As for the first point, I hold several discussions with my supervisor Dr. Franz Kogelmann, with Prof. Spittler, Prof. Rüdiger Seesemann, Dr. Barbara Polak, Dr. Eva Spies, Prof. Berner, Dr. Remi Tchekothe (currently director of the Institute of African Studies, Viena University), and Dr. Hansa Diman among other. Most of the discussions were directed at intensifying the cooperation between Sousse and Bayreuth. The former DAAD project between 2015 and 2017 and setting up the MA program in African Studies in Sousse (functional from 2017) gave ground for more mobilities in both directions and revived the set of activities already organized from 2015 (learning sessions, conferences, workshops, short visits, etc…) and frozen by the Corona-19 time. All colleagues were ready to support and contribute to the project of African Studies in Sousse.
I also introduced the collection “Etudes d´Anthropologie Africaine” that I initiated with the French anthropologist Pierre Noel Deinieuil in Tunis. We already have published three books on African Studies: one on female migrants from Sussharan Africa in Tunisia by Asma Hadj Hassan, currently accomplishing her PhD in Bayreuth/ at BIGSAS; one on the image of Africa in Tunisian School books by Rahma Talmoudi; and the third by Sawsen Fray-Amor on the political Engagement on Tunisia after 2011. In print, we have volume four on “Single Mothers in Tunisia” by Abir Menssi.
As for point two, I extensively worked on my article “One or two types of Education: Islamic learning in post-Independence Tunisia”. The library gave me a unique chance to work far from home and any administrative load. I make use of my time in Bayreuth to write and redraft my text which is supposed to be accomplished very soon.
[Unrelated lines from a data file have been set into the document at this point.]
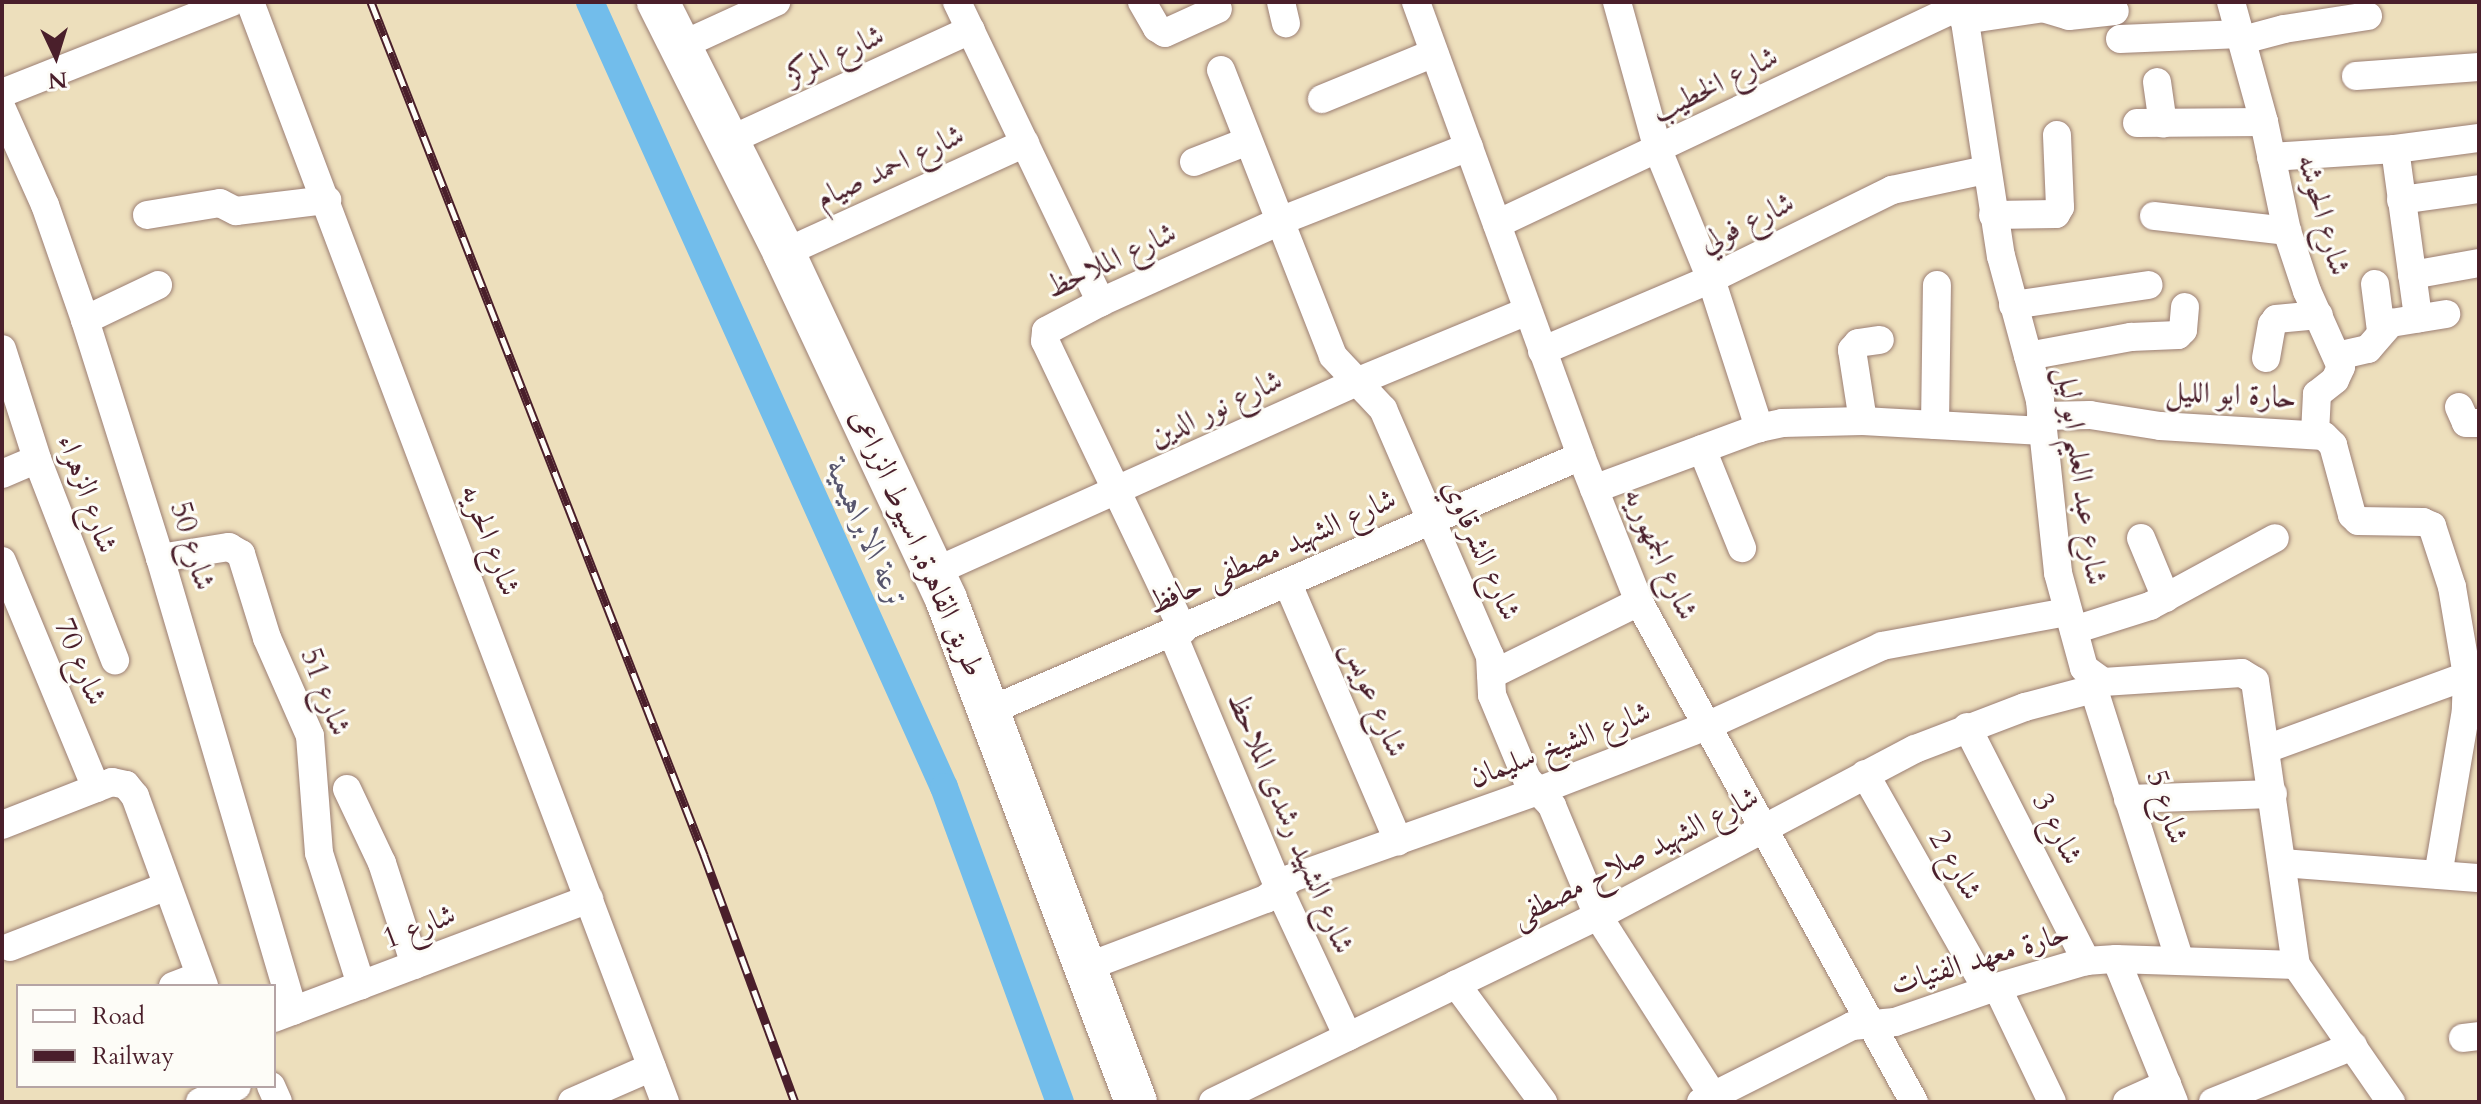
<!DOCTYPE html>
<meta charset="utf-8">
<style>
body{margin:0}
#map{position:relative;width:2481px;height:1104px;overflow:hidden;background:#eddfbc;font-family:Cardo,Amiri,serif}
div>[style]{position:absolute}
.canal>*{height:28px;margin:-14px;padding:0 14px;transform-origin:14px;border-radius:14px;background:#72bdeb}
.roads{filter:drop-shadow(0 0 2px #9c7f74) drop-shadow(0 0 2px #9c7f74)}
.minor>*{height:28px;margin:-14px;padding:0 14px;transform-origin:14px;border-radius:14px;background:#fff}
.highway>*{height:42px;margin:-21px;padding:0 21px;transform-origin:21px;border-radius:21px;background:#fff}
.rail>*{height:9px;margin-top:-4.5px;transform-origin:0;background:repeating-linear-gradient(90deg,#fdfcf7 0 18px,#4a1f2b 0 36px);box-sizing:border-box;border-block:2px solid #4a1f2b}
span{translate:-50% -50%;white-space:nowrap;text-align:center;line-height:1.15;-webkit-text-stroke:6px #fdfcf7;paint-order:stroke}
.street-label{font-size:30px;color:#4a1f2b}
.water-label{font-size:32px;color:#58566e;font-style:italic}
.frame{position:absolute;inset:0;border:4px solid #4a1f2b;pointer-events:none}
.legend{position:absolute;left:16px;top:984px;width:260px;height:104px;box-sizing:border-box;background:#fdfcf7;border:2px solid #b5a4a5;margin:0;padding:10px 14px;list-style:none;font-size:24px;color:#4a1f2b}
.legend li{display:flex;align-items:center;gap:16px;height:40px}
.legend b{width:40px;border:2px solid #b5a4a5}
.north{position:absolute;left:16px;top:16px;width:80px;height:80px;-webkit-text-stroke:6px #fdfcf7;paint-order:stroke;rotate:176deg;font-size:22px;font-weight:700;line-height:32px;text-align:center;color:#4a1f2b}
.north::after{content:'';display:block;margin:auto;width:28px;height:36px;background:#4a1f2b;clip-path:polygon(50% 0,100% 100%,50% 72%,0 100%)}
</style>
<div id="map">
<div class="canal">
<i style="left:590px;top:2px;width:861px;rotate:65.73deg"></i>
<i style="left:944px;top:787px;width:336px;rotate:69.8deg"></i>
</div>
<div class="roads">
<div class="minor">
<i style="left:250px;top:2px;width:1176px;rotate:69.33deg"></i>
<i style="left:957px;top:2px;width:333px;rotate:64.4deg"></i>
<i style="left:1142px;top:2px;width:30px;rotate:60deg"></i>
<i style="left:1157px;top:28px;width:9px;rotate:32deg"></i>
<i style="left:1165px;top:33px;width:58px;rotate:-24.4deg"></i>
<i style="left:1281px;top:2px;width:22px;rotate:77deg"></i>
<i style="left:1416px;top:2px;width:483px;rotate:70deg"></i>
<i style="left:1581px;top:456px;width:157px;rotate:68.3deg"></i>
<i style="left:1639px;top:602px;width:571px;rotate:61.19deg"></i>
<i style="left:1617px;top:2px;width:154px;rotate:74.5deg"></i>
<i style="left:1658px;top:150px;width:139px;rotate:67.7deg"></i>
<i style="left:1711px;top:279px;width:157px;rotate:72.1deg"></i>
<i style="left:1962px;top:2px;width:257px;rotate:81.3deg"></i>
<i style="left:2001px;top:256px;width:150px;rotate:74.9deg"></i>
<i style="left:2040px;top:401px;width:173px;rotate:84deg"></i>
<i style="left:2058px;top:573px;width:98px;rotate:74.7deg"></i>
<i style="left:2084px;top:668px;width:24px;rotate:36deg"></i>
<i style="left:2103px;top:682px;width:139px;rotate:-3.7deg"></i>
<i style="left:2242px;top:673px;width:15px;rotate:32deg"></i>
<i style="left:2255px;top:681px;width:287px;rotate:81.8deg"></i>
<i style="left:2296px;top:965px;width:167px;rotate:55.3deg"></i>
<i style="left:2231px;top:2px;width:124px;rotate:74.6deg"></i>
<i style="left:2264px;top:122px;width:111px;rotate:78.1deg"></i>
<i style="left:2287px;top:231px;width:63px;rotate:71.6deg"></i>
<i style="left:2307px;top:291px;width:83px;rotate:65.9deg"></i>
<i style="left:2341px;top:367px;width:14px;rotate:115deg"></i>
<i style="left:2335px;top:380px;width:23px;rotate:142deg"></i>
<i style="left:2317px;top:394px;width:40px;rotate:92.9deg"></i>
<i style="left:1964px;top:20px;width:80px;rotate:-8.6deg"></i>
<i style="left:2043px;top:8px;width:27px;rotate:17deg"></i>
<i style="left:2069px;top:16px;width:46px;rotate:-6.2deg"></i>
<i style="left:2120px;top:39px;width:121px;rotate:-2.4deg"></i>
<i style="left:2243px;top:40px;width:42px;rotate:-15deg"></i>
<i style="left:2284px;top:29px;width:85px;rotate:-8.8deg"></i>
<i style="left:680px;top:46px;width:106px;rotate:-24.6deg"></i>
<i style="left:1221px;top:70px;width:307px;rotate:68.6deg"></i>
<i style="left:1333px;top:356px;width:73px;rotate:46.7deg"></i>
<i style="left:1383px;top:409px;width:269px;rotate:66.6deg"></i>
<i style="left:1490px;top:656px;width:39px;rotate:87deg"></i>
<i style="left:1492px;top:695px;width:91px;rotate:67.4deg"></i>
<i style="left:1527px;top:779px;width:37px;rotate:47deg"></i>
<i style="left:1552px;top:806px;width:119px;rotate:67.3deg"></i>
<i style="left:1598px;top:916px;width:214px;rotate:57.4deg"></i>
<i style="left:2356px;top:76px;width:123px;rotate:-4.2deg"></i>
<i style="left:2157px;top:82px;width:42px;rotate:81.9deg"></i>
<i style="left:2px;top:93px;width:247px;rotate:-21.6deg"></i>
<i style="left:1322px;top:99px;width:121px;rotate:-22.3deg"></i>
<i style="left:2px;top:109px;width:105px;rotate:65.9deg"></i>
<i style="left:45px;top:205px;width:122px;rotate:70.8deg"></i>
<i style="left:85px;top:320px;width:250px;rotate:72.5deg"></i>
<i style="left:160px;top:558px;width:472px;rotate:73.6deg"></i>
<i style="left:2137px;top:123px;width:127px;rotate:-0.5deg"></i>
<i style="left:728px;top:141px;width:267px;rotate:-24.6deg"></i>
<i style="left:2395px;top:149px;width:171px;rotate:82.2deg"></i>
<i style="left:2271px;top:157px;width:124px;rotate:-3.7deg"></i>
<i style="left:2395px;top:149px;width:85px;rotate:-7.5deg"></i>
<i style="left:1194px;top:162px;width:58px;rotate:-21.3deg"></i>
<i style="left:2401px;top:200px;width:79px;rotate:-8deg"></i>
<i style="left:147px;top:215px;width:74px;rotate:-9.3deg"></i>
<i style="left:220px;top:203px;width:18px;rotate:27deg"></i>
<i style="left:236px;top:211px;width:92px;rotate:-6.9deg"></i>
<i style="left:1993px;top:215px;width:63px;rotate:-0.9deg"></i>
<i style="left:2056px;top:214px;width:8px;rotate:-60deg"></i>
<i style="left:2060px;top:207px;width:72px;rotate:-92.4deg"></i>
<i style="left:2154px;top:216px;width:134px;rotate:6.4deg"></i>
<i style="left:1497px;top:224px;width:514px;rotate:-25.22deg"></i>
<i style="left:784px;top:253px;width:265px;rotate:-24.5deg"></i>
<i style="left:2412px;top:275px;width:68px;rotate:-10.2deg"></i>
<i style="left:2375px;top:284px;width:47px;rotate:82.7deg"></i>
<i style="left:2013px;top:305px;width:137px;rotate:-8.4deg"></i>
<i style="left:85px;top:320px;width:81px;rotate:-25.6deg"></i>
<i style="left:2px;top:349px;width:115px;rotate:72.3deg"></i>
<i style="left:37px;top:459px;width:216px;rotate:68.8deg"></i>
<i style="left:1542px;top:351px;width:184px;rotate:-23.1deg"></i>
<i style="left:1711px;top:279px;width:202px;rotate:-26.2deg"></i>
<i style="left:1892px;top:190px;width:95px;rotate:-12.1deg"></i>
<i style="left:2028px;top:356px;width:105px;rotate:-10.5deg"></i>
<i style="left:2131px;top:337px;width:47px;rotate:-2.4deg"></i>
<i style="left:2178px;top:335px;width:7px;rotate:-45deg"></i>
<i style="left:2183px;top:330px;width:23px;rotate:-85deg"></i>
<i style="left:2337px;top:356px;width:32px;rotate:-13deg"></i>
<i style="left:2368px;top:349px;width:35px;rotate:-49deg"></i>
<i style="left:2391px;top:323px;width:56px;rotate:-9.3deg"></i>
<i style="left:2266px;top:358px;width:34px;rotate:-80deg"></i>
<i style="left:2272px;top:325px;width:7px;rotate:-56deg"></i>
<i style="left:2276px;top:319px;width:43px;rotate:-5.3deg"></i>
<i style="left:2459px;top:407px;width:17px;rotate:66deg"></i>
<i style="left:2466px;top:423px;width:13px"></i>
<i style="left:2041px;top:416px;width:49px;rotate:-1.2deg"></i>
<i style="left:2090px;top:415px;width:71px;rotate:8.9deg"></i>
<i style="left:2160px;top:426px;width:164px;rotate:3.5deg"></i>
<i style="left:2324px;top:436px;width:13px;rotate:45deg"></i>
<i style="left:2333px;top:445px;width:73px;rotate:74.8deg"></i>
<i style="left:2352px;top:515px;width:8px;rotate:45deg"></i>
<i style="left:2358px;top:521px;width:65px;rotate:0.9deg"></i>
<i style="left:2423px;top:522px;width:10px;rotate:24deg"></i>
<i style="left:2432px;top:526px;width:64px;rotate:71.8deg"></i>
<i style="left:2452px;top:587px;width:90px;rotate:80.4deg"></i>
<i style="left:2467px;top:676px;width:34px;rotate:92deg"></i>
<i style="left:2466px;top:710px;width:167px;rotate:99.6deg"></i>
<i style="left:1863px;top:421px;width:72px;rotate:-98.8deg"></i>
<i style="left:1852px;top:350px;width:9px;rotate:-49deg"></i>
<i style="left:1858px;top:343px;width:22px;rotate:-8deg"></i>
<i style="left:1935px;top:425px;width:140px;rotate:-89.2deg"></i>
<i style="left:1702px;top:449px;width:107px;rotate:68deg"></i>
<i style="left:2px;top:474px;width:38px;rotate:-23deg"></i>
<i style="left:1594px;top:489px;width:176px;rotate:-20.3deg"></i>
<i style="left:1759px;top:428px;width:24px;rotate:-12deg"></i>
<i style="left:1782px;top:423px;width:81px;rotate:-1.4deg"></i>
<i style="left:1863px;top:421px;width:180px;rotate:3.2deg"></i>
<i style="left:2141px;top:538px;width:65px;rotate:67.4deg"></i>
<i style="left:160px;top:558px;width:70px;rotate:-9.1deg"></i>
<i style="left:229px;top:547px;width:14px;rotate:30deg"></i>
<i style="left:241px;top:554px;width:88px;rotate:72.8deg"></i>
<i style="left:267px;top:638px;width:107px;rotate:66.3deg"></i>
<i style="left:310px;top:736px;width:117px;rotate:85.6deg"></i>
<i style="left:319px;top:853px;width:139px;rotate:72.3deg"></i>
<i style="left:2px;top:561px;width:246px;rotate:67.5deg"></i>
<i style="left:934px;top:572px;width:463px;rotate:-24.2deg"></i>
<i style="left:1356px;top:382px;width:185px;rotate:-22.5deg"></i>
<i style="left:1288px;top:584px;width:280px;rotate:66.8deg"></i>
<i style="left:1183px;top:630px;width:320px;rotate:-115.5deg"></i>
<i style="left:1045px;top:341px;width:10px;rotate:-84deg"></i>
<i style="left:1046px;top:331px;width:62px;rotate:-27.8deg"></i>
<i style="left:1101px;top:302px;width:196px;rotate:-24.3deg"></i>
<i style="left:1280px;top:221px;width:203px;rotate:-21.4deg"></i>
<i style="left:2074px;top:630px;width:80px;rotate:-17.5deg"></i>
<i style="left:2150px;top:606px;width:142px;rotate:-28.5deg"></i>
<i style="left:1173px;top:635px;width:275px;rotate:67.3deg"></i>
<i style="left:1279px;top:889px;width:163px;rotate:65deg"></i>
<i style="left:2089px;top:674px;width:301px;rotate:72.4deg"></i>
<i style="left:1491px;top:675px;width:165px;rotate:-26.3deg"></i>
<i style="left:991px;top:710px;width:642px;rotate:-23.29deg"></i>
<i style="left:1967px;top:727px;width:263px;rotate:63deg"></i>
<i style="left:2266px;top:749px;width:214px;rotate:-20deg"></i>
<i style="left:1865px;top:774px;width:248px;rotate:60.5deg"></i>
<i style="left:347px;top:789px;width:82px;rotate:64.7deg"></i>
<i style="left:382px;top:863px;width:107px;rotate:72.1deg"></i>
<i style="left:2128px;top:799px;width:145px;rotate:-2deg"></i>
<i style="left:2px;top:825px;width:118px;rotate:-21.4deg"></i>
<i style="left:112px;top:782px;width:14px;rotate:12deg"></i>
<i style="left:126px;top:785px;width:14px;rotate:51deg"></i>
<i style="left:135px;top:796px;width:202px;rotate:70deg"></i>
<i style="left:2283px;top:863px;width:197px;rotate:4.4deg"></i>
<i style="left:10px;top:947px;width:168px;rotate:-21.2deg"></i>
<i style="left:2116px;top:959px;width:154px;rotate:67.9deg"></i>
<i style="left:1084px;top:968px;width:195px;rotate:-20.8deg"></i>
<i style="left:1266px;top:899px;width:33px;rotate:-39deg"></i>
<i style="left:1292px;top:878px;width:261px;rotate:-19.5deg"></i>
<i style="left:1538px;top:791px;width:183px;rotate:-21.1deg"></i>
<i style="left:1709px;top:725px;width:190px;rotate:-24.5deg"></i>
<i style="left:1882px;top:646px;width:189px;rotate:-10.4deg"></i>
<i style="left:1456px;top:984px;width:147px;rotate:53.6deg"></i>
<i style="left:173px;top:986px;width:28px;rotate:-21deg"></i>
<i style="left:1997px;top:987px;width:127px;rotate:64.4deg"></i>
<i style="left:274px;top:1018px;width:337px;rotate:-20.7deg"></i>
<i style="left:2463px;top:1038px;width:16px;rotate:-7deg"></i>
<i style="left:271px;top:1086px;width:17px;rotate:66deg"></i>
<i style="left:200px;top:1102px;width:40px;rotate:-23.4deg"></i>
<i style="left:572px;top:1102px;width:87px;rotate:-23.6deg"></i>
<i style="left:1213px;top:1102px;width:428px;rotate:-25.8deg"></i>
<i style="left:1598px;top:916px;width:358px;rotate:-27.8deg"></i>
<i style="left:1915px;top:749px;width:118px;rotate:-20.9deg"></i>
<i style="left:2025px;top:707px;width:70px;rotate:-14.8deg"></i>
<i style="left:1701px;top:1102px;width:169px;rotate:-26.7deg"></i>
<i style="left:1852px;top:1026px;width:43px;rotate:-5.3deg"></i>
<i style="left:1895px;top:1022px;width:97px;rotate:-19.2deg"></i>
<i style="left:1987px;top:990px;width:103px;rotate:-16.3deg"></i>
<i style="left:2086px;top:961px;width:30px;rotate:-4deg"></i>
<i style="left:2116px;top:959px;width:180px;rotate:1.9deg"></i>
<i style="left:2127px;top:1102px;width:44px;rotate:-24.2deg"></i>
<i style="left:2213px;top:1102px;width:151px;rotate:-21.8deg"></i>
</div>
<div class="highway">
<i style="left:658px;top:2px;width:281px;rotate:63.3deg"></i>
<i style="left:784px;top:253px;width:382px;rotate:64.9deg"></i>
<i style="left:946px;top:599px;width:538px;rotate:69.31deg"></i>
</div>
</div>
<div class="rail">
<i style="left:371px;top:2px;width:916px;rotate:68.67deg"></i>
<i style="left:704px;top:855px;width:263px;rotate:69.8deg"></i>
</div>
<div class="street-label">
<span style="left:835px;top:55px;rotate:-24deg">شارع المركز</span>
<span style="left:1715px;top:85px;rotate:-26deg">شارع الخطيب</span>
<span style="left:890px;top:167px;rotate:-25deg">شارع احمد صيام</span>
<span style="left:2323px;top:215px;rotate:74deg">شارع الحوشه</span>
<span style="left:1747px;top:223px;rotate:-26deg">شارع فولي</span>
<span style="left:1111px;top:261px;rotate:-25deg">شارع الملاحظ</span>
<span style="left:2231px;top:395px;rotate:3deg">حارة ابو الليل</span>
<span style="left:1216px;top:409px;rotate:-25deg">شارع نور الدين</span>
<span style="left:2081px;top:476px;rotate:82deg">شارع عبد العليم ابو ليل</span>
<span style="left:87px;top:494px;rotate:70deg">شارع الزهراء</span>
<span style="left:490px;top:540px;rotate:69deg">شارع الحريه</span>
<span style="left:917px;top:543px;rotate:66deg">طريق القاهرة, اسيوط الزراعى</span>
<span style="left:192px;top:546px;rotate:73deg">شارع 50</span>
<span style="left:1481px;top:550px;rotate:66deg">شارع الشرقاوي</span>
<span style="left:1272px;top:552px;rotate:-24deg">شارع الشهيد مصطفى حافظ</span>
<span style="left:1660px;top:554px;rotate:66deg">شارع الجمهوريه</span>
<span style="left:80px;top:662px;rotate:67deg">شارع 70</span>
<span style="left:325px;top:692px;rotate:69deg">شارع 51</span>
<span style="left:1374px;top:699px;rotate:67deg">شارع عويس</span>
<span style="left:1560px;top:745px;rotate:-21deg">شارع الشيخ سليمان</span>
<span style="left:2167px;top:807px;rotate:72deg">شارع 5</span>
<span style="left:1290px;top:823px;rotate:67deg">شارع الشهيد رشدى الملاحظ</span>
<span style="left:2057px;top:829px;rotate:63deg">شارع 3</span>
<span style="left:1635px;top:857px;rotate:-27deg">شارع الشهيد صلاح مصطفى</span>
<span style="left:1955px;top:865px;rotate:60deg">شارع 2</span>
<span style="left:419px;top:927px;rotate:-21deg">شارع 1</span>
<span style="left:1980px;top:959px;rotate:-17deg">حارة معهد الفتيات</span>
</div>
<div class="water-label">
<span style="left:867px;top:534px;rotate:66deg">ترعة الابراهيمية</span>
</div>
<div class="frame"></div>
<ul class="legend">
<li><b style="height:10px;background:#fff"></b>Road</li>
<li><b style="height:10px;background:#4a1f2b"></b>Railway</li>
</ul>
<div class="north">N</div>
</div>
The third and last component of my stay in Bayreuth was a research proposal that I had in mind during the last few years in relation to geopolitical development in Tunisia and its confrontation with the phenomenon of Migration. In fact, I developed a project – which is like what Sophie Bava did for the Moroccan case (Bava Sophie, Coyault, Bernard, Nejmi, Malik (2022): Dieu va ouvrir la mer: Christianismes Africains au Maroc, Rabat: Kulte.).